碧巌録・八と言う書物の中に「關」(関、カン)と言う一字の禅語が有ります。
唐時代の翠巌令参(すいがんれいさん)禅師が、「私は長い間毎日、皆さんの為にいろいろと説法してきましたが、まだ私の眉毛は有りますか?」と尋ねられました。
これに対して保福従展(ほふくじゅうてん)禅師は、「盗人はやましい気持ちに、落ち着かないのであろう。」(賊となる人、人虚なり)と言い。
長慶慧稜(ちょうけいえりょう)禅師は「眉毛は大いに生えているよ。」と答え。
最後に雲門文えん(うんもんぶんえん)禅師は、「関」と一言叫んだそうです。
翠巌、保福、長慶の三人が相づちを打っているのを見て、雲門は、三人とも同じ穴のムジナだ、賊と賊と賊だ、みんな奴らは、まかり通さないと「関」という関門を設けたと言うことです。
仏教の経典の伝達では言葉や文字という物は、ちょうど月を示す時の指に等しい物だと言われています。
言わんとすることは、指をどれだけ広大しようが、また伸ばしてみても決して月にはならないし、言葉もどれほど広げようが深く突き詰めても結局、真理にはたどり着けないと言うことです。
それでは言葉というのはどういう意味を持っているかというと、言葉はただ真実を示す、あるいは方向を示すだけの物にしか過ぎないと言うことです。
禅の世界では、そうは言っても言葉で真理を説かなければならないという矛盾があります。
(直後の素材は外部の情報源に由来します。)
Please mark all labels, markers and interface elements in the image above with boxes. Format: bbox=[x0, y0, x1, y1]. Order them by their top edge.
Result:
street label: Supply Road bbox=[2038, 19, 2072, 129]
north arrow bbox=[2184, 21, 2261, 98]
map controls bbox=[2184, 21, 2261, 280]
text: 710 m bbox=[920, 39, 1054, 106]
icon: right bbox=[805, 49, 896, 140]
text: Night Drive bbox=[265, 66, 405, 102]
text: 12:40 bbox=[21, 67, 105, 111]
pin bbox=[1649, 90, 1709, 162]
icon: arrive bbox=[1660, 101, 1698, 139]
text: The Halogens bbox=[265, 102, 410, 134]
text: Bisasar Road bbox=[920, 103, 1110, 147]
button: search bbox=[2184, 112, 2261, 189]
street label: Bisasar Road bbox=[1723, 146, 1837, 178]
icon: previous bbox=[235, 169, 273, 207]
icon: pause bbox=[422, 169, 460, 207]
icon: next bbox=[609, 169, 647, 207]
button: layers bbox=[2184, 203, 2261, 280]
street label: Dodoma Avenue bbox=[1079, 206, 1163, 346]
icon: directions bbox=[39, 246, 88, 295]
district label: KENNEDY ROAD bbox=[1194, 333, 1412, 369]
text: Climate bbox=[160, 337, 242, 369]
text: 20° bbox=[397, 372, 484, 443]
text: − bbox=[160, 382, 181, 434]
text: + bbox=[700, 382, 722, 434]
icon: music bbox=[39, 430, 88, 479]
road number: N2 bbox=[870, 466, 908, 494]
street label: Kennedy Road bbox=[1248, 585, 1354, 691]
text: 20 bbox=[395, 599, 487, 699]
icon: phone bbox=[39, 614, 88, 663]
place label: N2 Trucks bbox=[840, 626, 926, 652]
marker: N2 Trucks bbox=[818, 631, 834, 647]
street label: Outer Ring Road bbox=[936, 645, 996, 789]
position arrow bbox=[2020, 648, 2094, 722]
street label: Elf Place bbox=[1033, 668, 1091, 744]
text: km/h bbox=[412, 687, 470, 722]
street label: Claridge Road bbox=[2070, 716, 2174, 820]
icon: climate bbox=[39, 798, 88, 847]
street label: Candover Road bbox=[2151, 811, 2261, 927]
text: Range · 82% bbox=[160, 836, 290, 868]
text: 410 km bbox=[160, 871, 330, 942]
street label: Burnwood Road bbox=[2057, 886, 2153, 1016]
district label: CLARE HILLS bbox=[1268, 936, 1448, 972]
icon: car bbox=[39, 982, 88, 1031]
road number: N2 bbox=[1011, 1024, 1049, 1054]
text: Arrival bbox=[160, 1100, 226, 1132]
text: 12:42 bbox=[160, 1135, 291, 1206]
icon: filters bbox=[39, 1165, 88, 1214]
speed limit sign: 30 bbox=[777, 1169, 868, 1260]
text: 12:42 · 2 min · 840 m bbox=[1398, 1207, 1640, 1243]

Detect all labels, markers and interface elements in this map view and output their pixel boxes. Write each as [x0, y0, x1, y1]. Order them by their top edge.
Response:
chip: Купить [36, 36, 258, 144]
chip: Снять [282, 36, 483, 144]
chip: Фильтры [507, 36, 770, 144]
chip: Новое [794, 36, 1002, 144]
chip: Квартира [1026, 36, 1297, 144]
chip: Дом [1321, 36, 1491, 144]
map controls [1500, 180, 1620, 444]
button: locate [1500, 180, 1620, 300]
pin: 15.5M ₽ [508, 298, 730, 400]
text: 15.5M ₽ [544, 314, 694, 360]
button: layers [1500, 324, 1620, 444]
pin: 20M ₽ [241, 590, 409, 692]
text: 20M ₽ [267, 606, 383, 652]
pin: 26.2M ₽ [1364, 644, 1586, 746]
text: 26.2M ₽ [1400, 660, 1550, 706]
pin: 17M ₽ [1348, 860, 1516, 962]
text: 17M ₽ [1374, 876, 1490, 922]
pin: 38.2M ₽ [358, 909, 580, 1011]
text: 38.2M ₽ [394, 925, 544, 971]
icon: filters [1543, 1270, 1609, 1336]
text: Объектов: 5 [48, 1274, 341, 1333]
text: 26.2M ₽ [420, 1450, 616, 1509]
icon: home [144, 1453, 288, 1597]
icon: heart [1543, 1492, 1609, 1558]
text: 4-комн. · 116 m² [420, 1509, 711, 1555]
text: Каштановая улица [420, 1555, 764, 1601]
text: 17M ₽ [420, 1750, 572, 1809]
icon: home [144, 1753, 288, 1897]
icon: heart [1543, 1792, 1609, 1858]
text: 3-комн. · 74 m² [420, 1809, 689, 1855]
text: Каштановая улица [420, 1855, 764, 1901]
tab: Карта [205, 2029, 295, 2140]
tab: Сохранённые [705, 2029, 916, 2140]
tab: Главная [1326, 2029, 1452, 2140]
文字や言葉で真実の方向を示していかなければならないのです。
禅の世界では、この事に関して大変苦労をなさっているようです。
先の三人の兄弟弟子の話はこれを、良く表していると思います。
私たちの日常でも、伝えたい思いが有る為に出た言葉が「嘘」となってしまい「虚、きょ」が「虚」を産み、大事な物と、かけ離れた物になったり、
その為に「虚」を積み重ねていかなければならないのなら、その営みや行動、言葉は全て「虚」と言うことになり何の意味もない物となってしまいそうです。
私たちの営みはまさに「虚」なのでしょうか?
「賊となる人、人虚なり」と答える方もいらっしゃるでしょうし、「眉毛は大いに生えているよ。」と答える方もいらっしゃるでしょう。
「關」、皆さんで考える必要が 有るのではないでしょうか?
それは、科学の世界でも、経営の世界でも、禅の世界でも、家族の日常でも、同じなのではないかと思います。